═════ RECORDS SHOWN ═════
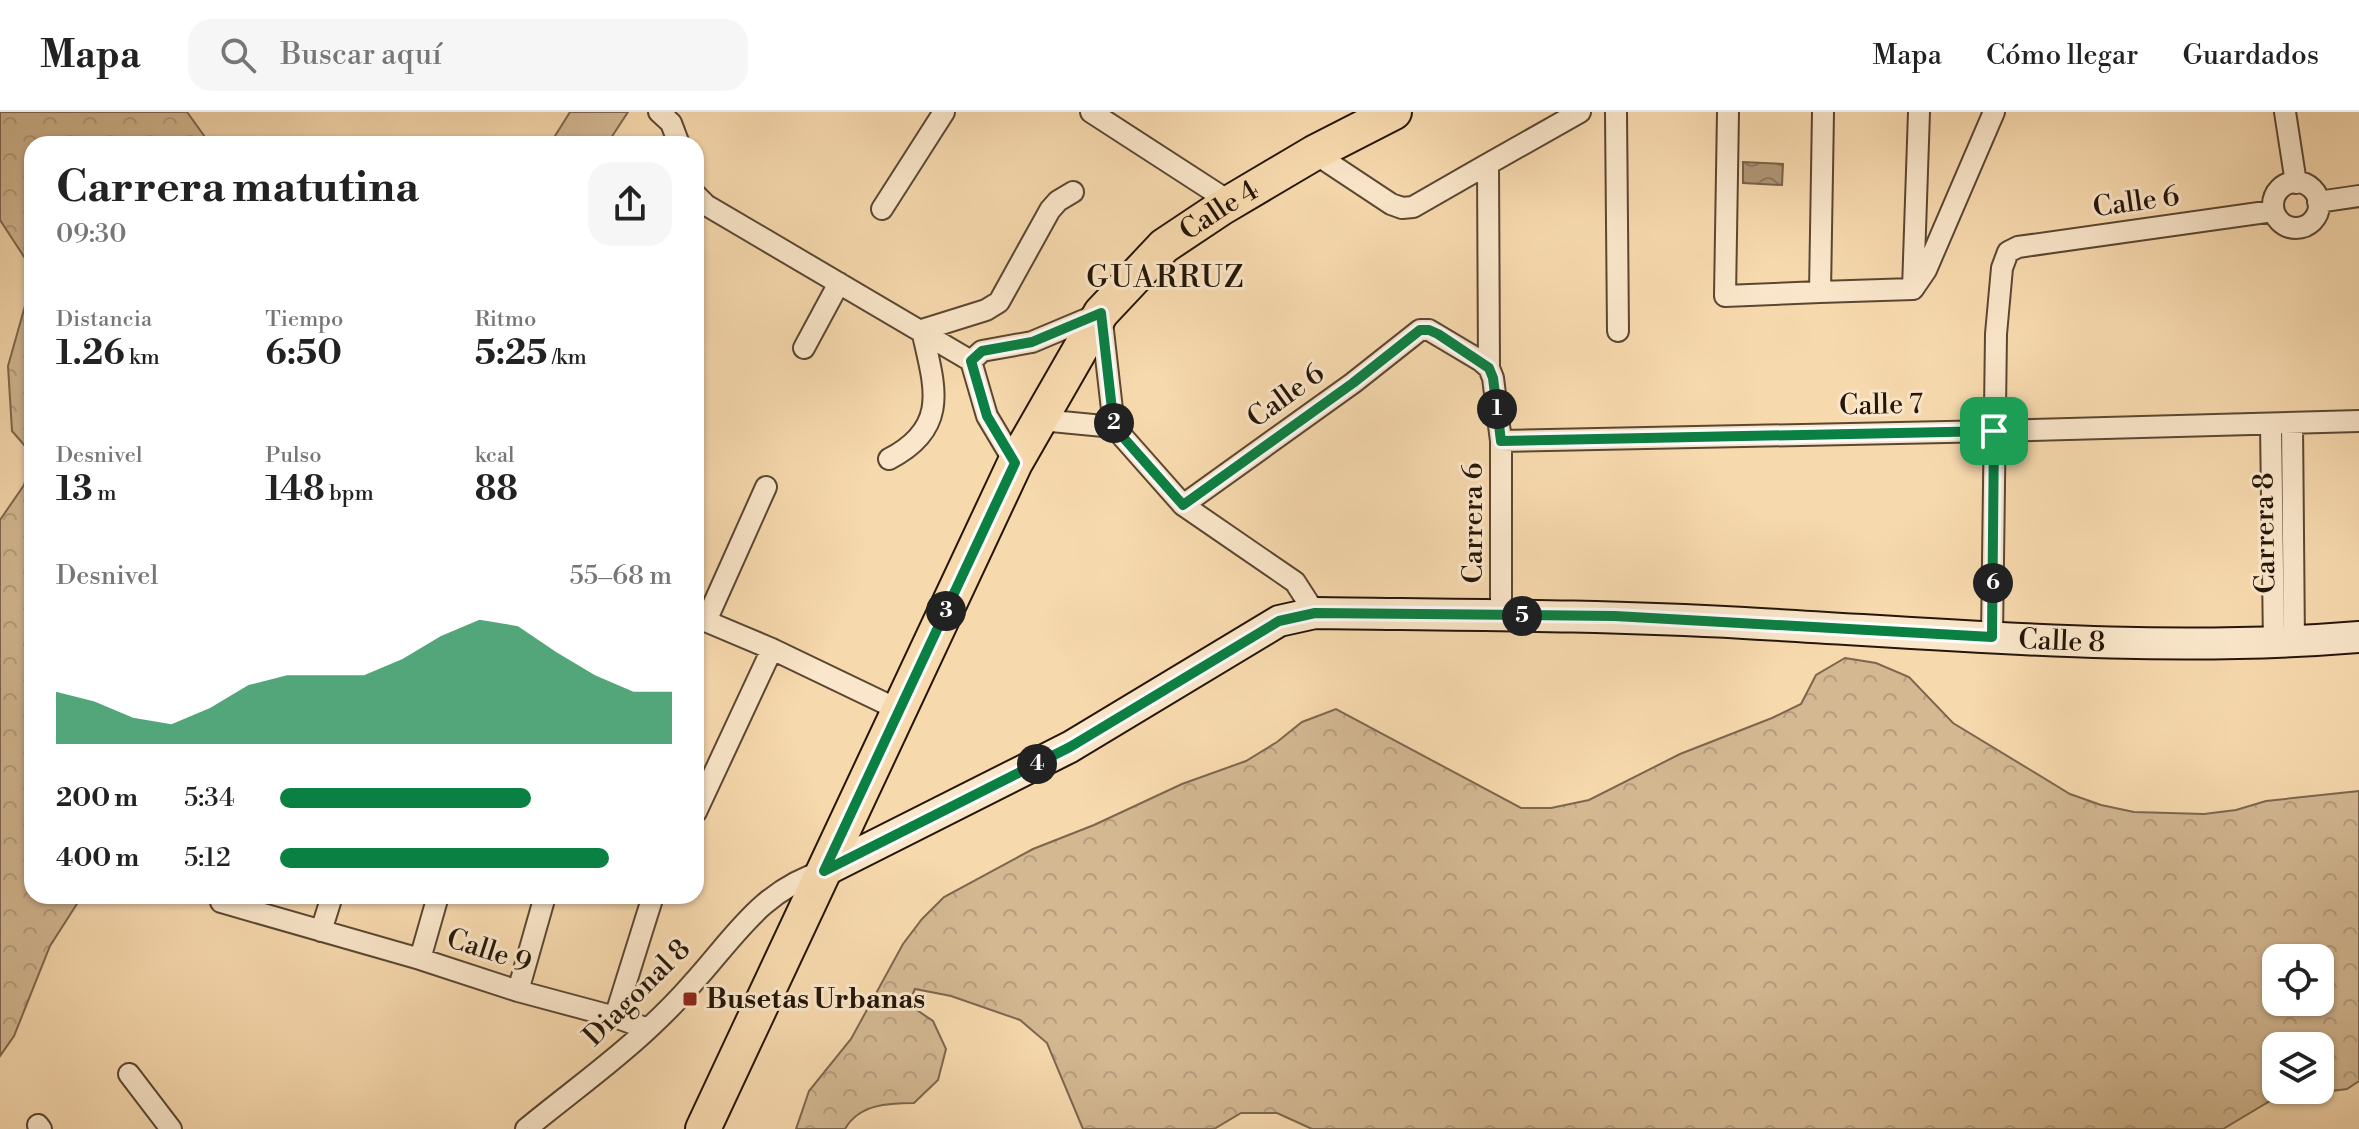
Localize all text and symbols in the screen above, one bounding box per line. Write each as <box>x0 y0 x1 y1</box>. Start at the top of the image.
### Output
search box <box>188 19 748 91</box>
text: Mapa <box>40 32 140 79</box>
icon: search <box>216 33 260 77</box>
text: Buscar aquí <box>280 36 442 74</box>
text: Mapa <box>1873 38 1942 73</box>
text: Cómo llegar <box>1986 38 2138 73</box>
text: Guardados <box>2182 38 2319 73</box>
text: Carrera matutina <box>56 160 419 215</box>
button: share <box>588 162 672 246</box>
street label: Calle 4 <box>1173 172 1265 248</box>
street label: Calle 6 <box>2091 179 2181 225</box>
text: 09:30 <box>56 218 126 250</box>
district label: GUARRUZ <box>1086 259 1246 297</box>
text: Distancia <box>56 306 152 333</box>
text: Tiempo <box>265 306 343 333</box>
text: Ritmo <box>475 306 536 333</box>
text: 1.26 <box>56 333 125 375</box>
text: 6:50 <box>265 333 342 375</box>
text: 5:25 <box>475 333 547 375</box>
text: km <box>125 344 160 371</box>
text: /km <box>547 344 587 371</box>
street label: Calle 6 <box>1241 356 1331 436</box>
street label: Calle 7 <box>1839 387 1923 423</box>
pin: 1 <box>1477 389 1517 429</box>
text: 1 <box>1492 395 1502 422</box>
pin <box>1960 397 2028 465</box>
pin: 2 <box>1094 403 1134 443</box>
text: 2 <box>1107 409 1121 436</box>
icon: arrive <box>1972 409 2016 453</box>
text: Desnivel <box>56 442 142 469</box>
text: Pulso <box>265 442 322 469</box>
text: kcal <box>475 442 515 469</box>
street label: Carrera 6 <box>1456 462 1491 583</box>
text: 13 <box>56 469 93 511</box>
text: 148 <box>265 469 325 511</box>
text: 88 <box>475 469 518 511</box>
street label: Carrera 8 <box>2246 472 2284 594</box>
text: m <box>93 480 117 507</box>
text: bpm <box>325 480 374 507</box>
text: Desnivel <box>56 560 158 592</box>
text: 55–68 m <box>570 560 672 592</box>
pin: 6 <box>1973 563 2013 603</box>
text: 6 <box>1986 569 2000 596</box>
pin: 3 <box>926 591 966 631</box>
pin: 5 <box>1502 596 1542 636</box>
text: 3 <box>939 597 953 624</box>
text: 5 <box>1515 602 1529 629</box>
street label: Calle 8 <box>2018 622 2106 660</box>
pin: 4 <box>1017 744 1057 784</box>
text: 4 <box>1030 750 1044 777</box>
text: 200 m <box>56 782 138 814</box>
text: 5:34 <box>184 782 234 814</box>
text: 400 m <box>56 842 139 874</box>
text: 5:12 <box>184 842 231 874</box>
street label: Calle 9 <box>442 921 536 981</box>
street label: Diagonal 8 <box>576 932 698 1054</box>
map controls <box>2262 944 2334 1104</box>
button: locate <box>2262 944 2334 1016</box>
place label: Busetas Urbanas <box>706 982 925 1017</box>
marker: Busetas Urbanas <box>681 990 699 1008</box>
button: layers <box>2262 1032 2334 1104</box>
═════
◆ TO DO
In the records above, locate the lines holding the word "button". Copy each of them.

◆ RESULT FOR THIS TASK
button: share <box>588 162 672 246</box>
button: locate <box>2262 944 2334 1016</box>
button: layers <box>2262 1032 2334 1104</box>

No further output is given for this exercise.